_MATERIAL PROVIDED_.
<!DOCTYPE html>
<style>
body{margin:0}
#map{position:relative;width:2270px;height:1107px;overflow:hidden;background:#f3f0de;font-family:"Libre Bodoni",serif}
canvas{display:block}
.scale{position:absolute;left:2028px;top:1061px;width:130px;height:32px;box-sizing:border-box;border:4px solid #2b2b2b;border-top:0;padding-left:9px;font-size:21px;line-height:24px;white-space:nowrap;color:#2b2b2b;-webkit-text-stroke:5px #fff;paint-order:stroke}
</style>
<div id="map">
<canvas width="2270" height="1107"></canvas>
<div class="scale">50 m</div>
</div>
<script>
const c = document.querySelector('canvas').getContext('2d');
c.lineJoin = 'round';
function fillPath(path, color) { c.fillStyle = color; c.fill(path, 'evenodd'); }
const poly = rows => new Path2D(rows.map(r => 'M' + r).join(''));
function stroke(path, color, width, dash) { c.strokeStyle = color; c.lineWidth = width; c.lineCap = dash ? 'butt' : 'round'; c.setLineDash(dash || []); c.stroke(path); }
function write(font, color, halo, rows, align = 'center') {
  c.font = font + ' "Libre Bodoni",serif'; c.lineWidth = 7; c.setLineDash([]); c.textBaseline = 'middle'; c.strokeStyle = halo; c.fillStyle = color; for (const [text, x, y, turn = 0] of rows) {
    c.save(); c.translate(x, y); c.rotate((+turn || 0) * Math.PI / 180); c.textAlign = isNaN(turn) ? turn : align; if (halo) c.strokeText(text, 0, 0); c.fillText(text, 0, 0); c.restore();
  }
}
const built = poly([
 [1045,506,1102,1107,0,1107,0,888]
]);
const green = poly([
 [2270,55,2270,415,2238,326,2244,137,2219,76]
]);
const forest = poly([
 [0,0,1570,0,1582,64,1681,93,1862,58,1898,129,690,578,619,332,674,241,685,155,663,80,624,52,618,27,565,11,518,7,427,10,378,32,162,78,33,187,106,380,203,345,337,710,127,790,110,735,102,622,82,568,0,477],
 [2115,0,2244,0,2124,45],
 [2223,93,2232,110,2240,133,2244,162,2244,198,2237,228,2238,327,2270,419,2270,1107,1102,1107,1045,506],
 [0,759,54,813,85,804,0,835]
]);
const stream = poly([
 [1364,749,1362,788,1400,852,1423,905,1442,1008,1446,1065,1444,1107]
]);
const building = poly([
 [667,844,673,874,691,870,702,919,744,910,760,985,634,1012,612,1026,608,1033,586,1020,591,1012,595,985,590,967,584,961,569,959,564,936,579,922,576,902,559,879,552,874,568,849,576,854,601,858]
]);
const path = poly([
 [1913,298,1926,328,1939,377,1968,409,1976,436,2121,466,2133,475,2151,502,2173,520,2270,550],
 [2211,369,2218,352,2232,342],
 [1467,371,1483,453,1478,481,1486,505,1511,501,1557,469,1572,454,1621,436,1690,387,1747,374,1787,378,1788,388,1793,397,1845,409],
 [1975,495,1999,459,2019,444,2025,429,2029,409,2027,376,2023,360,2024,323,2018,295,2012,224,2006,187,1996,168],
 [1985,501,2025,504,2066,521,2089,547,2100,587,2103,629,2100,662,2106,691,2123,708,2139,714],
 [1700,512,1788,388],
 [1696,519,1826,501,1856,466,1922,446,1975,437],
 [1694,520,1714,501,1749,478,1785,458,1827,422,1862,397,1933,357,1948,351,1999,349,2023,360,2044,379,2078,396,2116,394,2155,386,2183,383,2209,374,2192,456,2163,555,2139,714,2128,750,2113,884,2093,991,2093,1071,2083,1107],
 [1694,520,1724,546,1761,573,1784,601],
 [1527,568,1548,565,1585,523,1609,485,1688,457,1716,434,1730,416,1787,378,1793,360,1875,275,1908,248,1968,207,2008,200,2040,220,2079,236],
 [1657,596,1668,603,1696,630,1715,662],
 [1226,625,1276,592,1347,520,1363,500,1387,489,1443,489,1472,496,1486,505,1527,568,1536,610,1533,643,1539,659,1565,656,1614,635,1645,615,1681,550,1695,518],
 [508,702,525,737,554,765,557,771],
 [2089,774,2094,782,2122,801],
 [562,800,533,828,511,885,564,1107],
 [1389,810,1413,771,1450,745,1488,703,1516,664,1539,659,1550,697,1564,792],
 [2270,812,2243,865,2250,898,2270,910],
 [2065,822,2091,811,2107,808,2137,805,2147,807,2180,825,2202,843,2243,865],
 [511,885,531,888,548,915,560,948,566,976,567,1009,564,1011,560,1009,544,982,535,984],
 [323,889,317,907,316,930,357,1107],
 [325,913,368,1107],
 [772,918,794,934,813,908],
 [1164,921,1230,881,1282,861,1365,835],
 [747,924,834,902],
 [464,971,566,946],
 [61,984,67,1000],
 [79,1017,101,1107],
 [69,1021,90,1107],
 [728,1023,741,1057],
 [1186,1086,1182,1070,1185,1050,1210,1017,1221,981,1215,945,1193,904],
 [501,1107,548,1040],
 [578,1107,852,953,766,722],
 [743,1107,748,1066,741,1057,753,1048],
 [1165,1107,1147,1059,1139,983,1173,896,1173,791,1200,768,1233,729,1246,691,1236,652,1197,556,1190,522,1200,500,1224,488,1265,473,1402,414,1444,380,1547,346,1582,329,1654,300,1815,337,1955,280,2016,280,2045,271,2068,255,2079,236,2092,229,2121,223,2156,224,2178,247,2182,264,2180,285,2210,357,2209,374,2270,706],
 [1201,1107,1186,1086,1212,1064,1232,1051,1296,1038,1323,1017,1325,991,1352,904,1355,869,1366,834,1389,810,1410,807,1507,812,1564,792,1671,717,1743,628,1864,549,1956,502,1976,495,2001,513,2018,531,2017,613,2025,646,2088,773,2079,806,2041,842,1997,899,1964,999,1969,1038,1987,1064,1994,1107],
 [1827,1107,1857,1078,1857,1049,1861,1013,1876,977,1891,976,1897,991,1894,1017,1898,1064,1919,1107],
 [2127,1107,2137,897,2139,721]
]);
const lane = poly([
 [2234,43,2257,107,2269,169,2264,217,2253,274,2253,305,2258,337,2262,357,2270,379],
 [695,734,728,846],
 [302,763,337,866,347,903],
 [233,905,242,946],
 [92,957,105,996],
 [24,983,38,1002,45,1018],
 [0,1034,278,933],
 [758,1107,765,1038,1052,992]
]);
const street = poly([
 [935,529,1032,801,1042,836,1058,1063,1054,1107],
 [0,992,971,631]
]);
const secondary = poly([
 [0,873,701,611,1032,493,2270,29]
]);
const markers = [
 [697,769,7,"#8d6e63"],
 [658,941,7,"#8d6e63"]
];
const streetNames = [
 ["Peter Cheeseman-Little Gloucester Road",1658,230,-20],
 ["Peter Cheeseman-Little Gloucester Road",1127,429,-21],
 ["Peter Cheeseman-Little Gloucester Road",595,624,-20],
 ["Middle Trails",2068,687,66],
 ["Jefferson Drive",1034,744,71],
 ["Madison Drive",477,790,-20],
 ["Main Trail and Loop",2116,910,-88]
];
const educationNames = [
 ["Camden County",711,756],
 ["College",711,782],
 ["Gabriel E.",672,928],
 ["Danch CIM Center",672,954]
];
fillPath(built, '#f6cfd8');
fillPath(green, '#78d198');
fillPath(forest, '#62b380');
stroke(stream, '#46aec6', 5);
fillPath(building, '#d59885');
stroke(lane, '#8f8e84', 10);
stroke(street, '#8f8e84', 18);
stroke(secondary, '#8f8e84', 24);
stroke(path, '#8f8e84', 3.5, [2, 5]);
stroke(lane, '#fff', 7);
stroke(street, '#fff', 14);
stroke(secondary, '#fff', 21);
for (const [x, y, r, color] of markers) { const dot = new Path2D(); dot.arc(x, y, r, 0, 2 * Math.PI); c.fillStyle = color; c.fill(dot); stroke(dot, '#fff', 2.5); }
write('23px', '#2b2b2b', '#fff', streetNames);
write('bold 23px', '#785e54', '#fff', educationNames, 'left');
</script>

_INSTRUCTIONS TO FOLLOW_.
Search the data above for the word "function". Copy each line it is in.

_OUTPUT OF THE EXERCISE_.
function fillPath(path, color) { c.fillStyle = color; c.fill(path, 'evenodd'); }
function stroke(path, color, width, dash) { c.strokeStyle = color; c.lineWidth = width; c.lineCap = dash ? 'butt' : 'round'; c.setLineDash(dash || []); c.stroke(path); }
function write(font, color, halo, rows, align = 'center') {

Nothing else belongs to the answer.